En bref, les populistes croyaient profondément que l’histoire pouvait être modelée par la volonté humaine – ils étaient volontaristes -, et donc que la prochaine révolution serait socialiste – ils étaient maximalistes -, tandis que la doctrine marxiste s’appuyait sur les lois objectives de l’évolution sociale et économique, se fiait à leur efficacité malgré leur possible lenteur. Pour illustrer de façon frappante la manière dont les historiens occidentaux ont tendance à présenter cette opposition simpliste, on se réfèrera à l’analyse d’Isaac Dautscher dans son « Staline : une biographie politique » :
« Plekhanov fit le calcul optimiste que l’industrialisation capitalistes était sur le point d’envahir la Russie et de détruire ses structures patriarcales et féodales ainsi que les communes rurales rudimentaires sur lesquelles les narodniki voulaient asseoir leur socialisme. Une classe ouvrière industrielle et urbaine, pensait-il, était sur le point de se développer en Russie et y lutterait, de même qu’en Europe occidentale, pour un socialisme industriel.

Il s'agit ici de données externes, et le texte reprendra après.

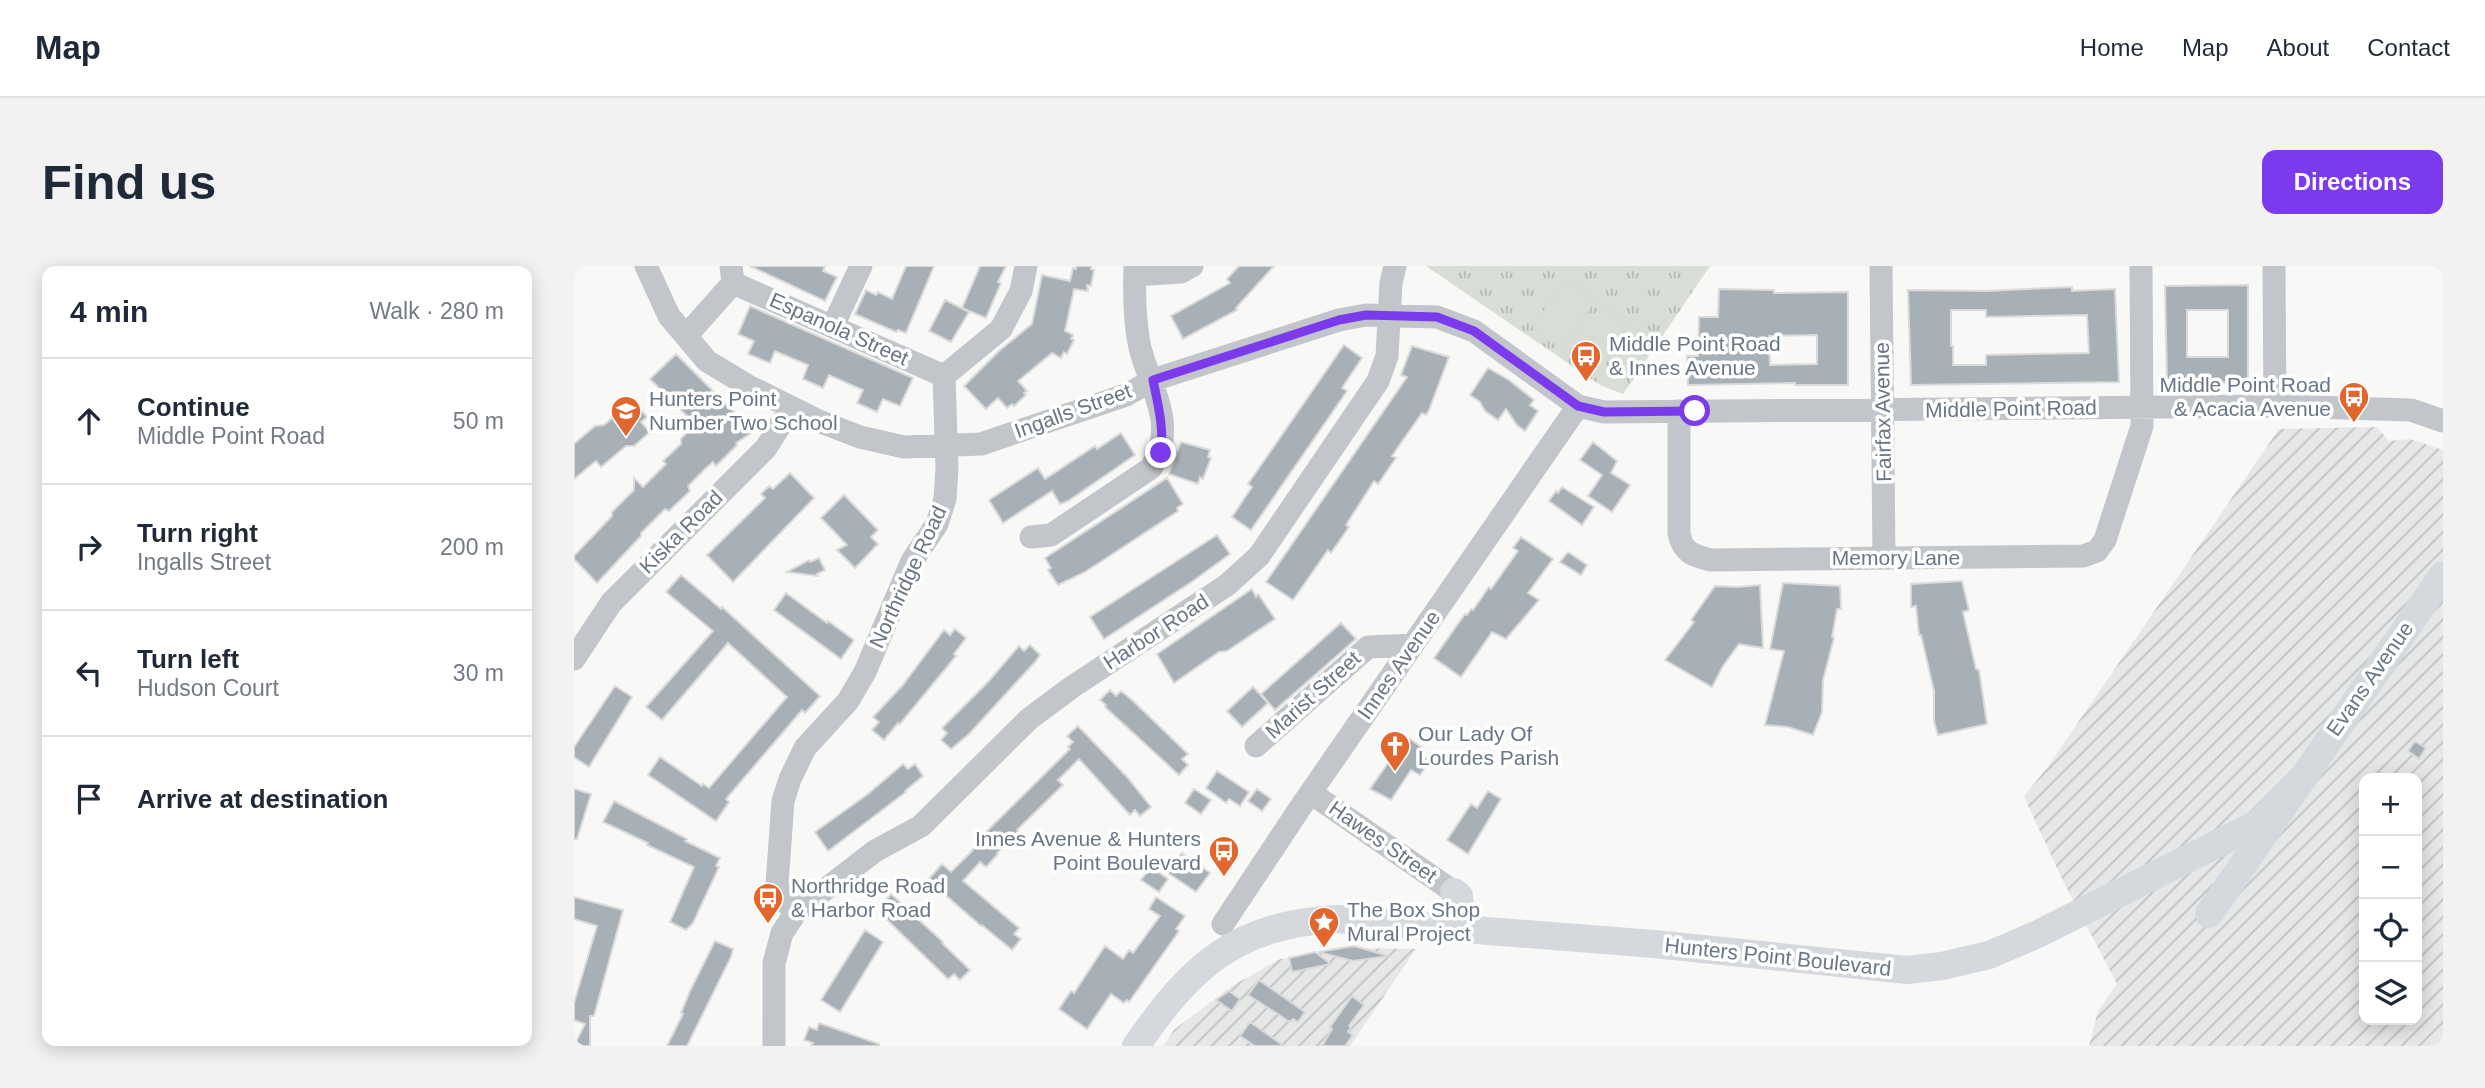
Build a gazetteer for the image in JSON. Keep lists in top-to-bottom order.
{
  "streets": {
    "main road": ["Evans Avenue", "Hunters Point Boulevard"],
    "street": [
      "Espanola Street",
      "Middle Point Road",
      "Ingalls Street",
      "Fairfax Avenue",
      "Kiska Road",
      "Memory Lane",
      "Northridge Road",
      "Harbor Road",
      "Innes Avenue",
      "Marist Street",
      "Hawes Street"
    ]
  },
  "crossings": [
    ["Espanola Street", "Northridge Road"],
    ["Middle Point Road", "Ingalls Street"],
    ["Middle Point Road", "Fairfax Avenue"],
    ["Middle Point Road", "Memory Lane"],
    ["Middle Point Road", "Innes Avenue"],
    ["Ingalls Street", "Kiska Road"],
    ["Ingalls Street", "Northridge Road"],
    ["Ingalls Street", "Harbor Road"],
    ["Ingalls Street", "Innes Avenue"],
    ["Fairfax Avenue", "Memory Lane"],
    ["Northridge Road", "Harbor Road"],
    ["Innes Avenue", "Marist Street"],
    ["Innes Avenue", "Hawes Street"],
    ["Evans Avenue", "Hunters Point Boulevard"]
  ],
  "places": {
    "bus stop": [
      "Middle Point Road & Innes Avenue",
      "Middle Point Road & Acacia Avenue",
      "Innes Avenue & Hunters Point Boulevard",
      "Northridge Road & Harbor Road"
    ],
    "school or university": ["Hunters Point Number Two School"],
    "church": ["Our Lady Of Lourdes Parish"],
    "place": ["The Box Shop Mural Project"]
  },
  "page": {
    "header": "Map",
    "nav": [
      "Home",
      "Map",
      "About",
      "Contact"
    ],
    "buttons": "Directions",
    "title": "Find us",
    "heading": ["4 min", "Walk · 280 m"],
    "list": [
      ["Continue", "Middle Point Road", "50 m"],
      ["Turn right", "Ingalls Street", "200 m"],
      ["Turn left", "Hudson Court", "30 m"],
      "Arrive at destination"
    ],
    "map_buttons": ["+", "−"]
  }
}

L’idée d’un socialisme rural typiquement slave qui sortirait directement du féodalisme était utopique (…) Au désaccord sur le fond s’ajoutait une controverses sur la tactique à suivre (…) Les marxistes récusaient toutes les méthodes terroristes (…) Ils plaçaient leurs espoirs dans le prolétariat industriel qui devait exercer contre l’autocratie une action de masse ; mais comme le prolétariat était encore numériquement beaucoup trop faible pour agir, ils n’avaient d’autre solution que d’attendre du développement de l’industrie la constitution de solides bataillons d’ouvriers. En attendant ils ne pouvaient que faire de la propagande, rallier de nouvelles recrues au socialisme, organiser des groupes décentralisés de gens de même opinion ».

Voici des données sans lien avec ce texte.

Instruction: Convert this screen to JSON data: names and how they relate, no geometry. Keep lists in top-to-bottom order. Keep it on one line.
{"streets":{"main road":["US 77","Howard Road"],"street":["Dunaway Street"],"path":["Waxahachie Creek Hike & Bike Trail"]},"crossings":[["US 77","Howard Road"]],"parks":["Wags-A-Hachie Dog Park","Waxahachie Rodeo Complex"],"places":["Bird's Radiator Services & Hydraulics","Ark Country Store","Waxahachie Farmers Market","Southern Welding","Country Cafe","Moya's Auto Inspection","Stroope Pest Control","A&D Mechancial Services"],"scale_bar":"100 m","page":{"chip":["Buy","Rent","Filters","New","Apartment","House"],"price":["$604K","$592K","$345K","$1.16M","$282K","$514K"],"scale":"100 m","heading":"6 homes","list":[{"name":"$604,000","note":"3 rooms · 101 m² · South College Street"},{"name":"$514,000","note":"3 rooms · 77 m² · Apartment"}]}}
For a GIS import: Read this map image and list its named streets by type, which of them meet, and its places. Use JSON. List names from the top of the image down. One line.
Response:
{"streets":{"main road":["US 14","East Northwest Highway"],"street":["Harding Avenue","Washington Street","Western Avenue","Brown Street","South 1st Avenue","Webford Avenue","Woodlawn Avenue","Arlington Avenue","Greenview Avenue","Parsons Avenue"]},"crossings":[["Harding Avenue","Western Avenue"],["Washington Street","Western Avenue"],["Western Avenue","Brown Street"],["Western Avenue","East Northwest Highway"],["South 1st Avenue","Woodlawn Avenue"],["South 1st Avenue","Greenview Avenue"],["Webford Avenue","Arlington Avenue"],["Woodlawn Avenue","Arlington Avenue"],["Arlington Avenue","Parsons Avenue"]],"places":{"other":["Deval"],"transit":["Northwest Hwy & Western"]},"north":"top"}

Jusque là, donc, tout est net et tranché. Mais les rectifications, les réserves formulées ces dernières années ont conduit à nuancer une opposition aussi absolue. CE mouvement de réexamen eût sans doute pour point de départ la publication par Solomon Schwarz et par Richard Pipes d’études où chacun mettait en évidence le fait, jusqu’alors négligé, que Marx et Engels avaient d’un commun accord concédé aux populistes que la Russie pouvait passer directement du féodalisme à un ordre social communiste, que la commune paysanne pouvait servir de support à cette transformation fondamentales, que l’intelligentsia socialiste pouvait bien, à elle seule, renverser le tsarisme, et même s’emparer du pouvoir, sans conséquences fâcheuses. Bien entendu, l’attitude négative prise par Marx et par Engels à l’égard des marxistes russes des années 1880 ne suffit pas à remettre totalement en cause l’idée d’une opposition entre les idéologues marxistes et populistes en Russie. Que Marx ait encouragé Narodnaja Volja et qu’Engels ait critiqué le traité marxiste le plus important écrit par Plekhanov, « Nos divergences » (Nasi raznoglasija), pouvait signifier simplement qu’intéressés à la chute de tsarisme à n’importe quel prix, ils avaient choisi de rester neutres dans la querelle qui opposait les deux camps, ou même qu’ils avaient choisi de prendre parti pour les populistes contre leurs propres disciples. « Il est tout à fait impossible de décider, conclut Pipes, si – en ce qui concerne la Russie – Marx lui-même fut marxiste ou populiste ». Et Schwarz va encore plus loin : « Nous ne pouvons éviter de conclure que Marx prit parti pour les conceptions populistes (…) essentiellement d’après l’interprétation qu’en avait donné Cernysevskij ».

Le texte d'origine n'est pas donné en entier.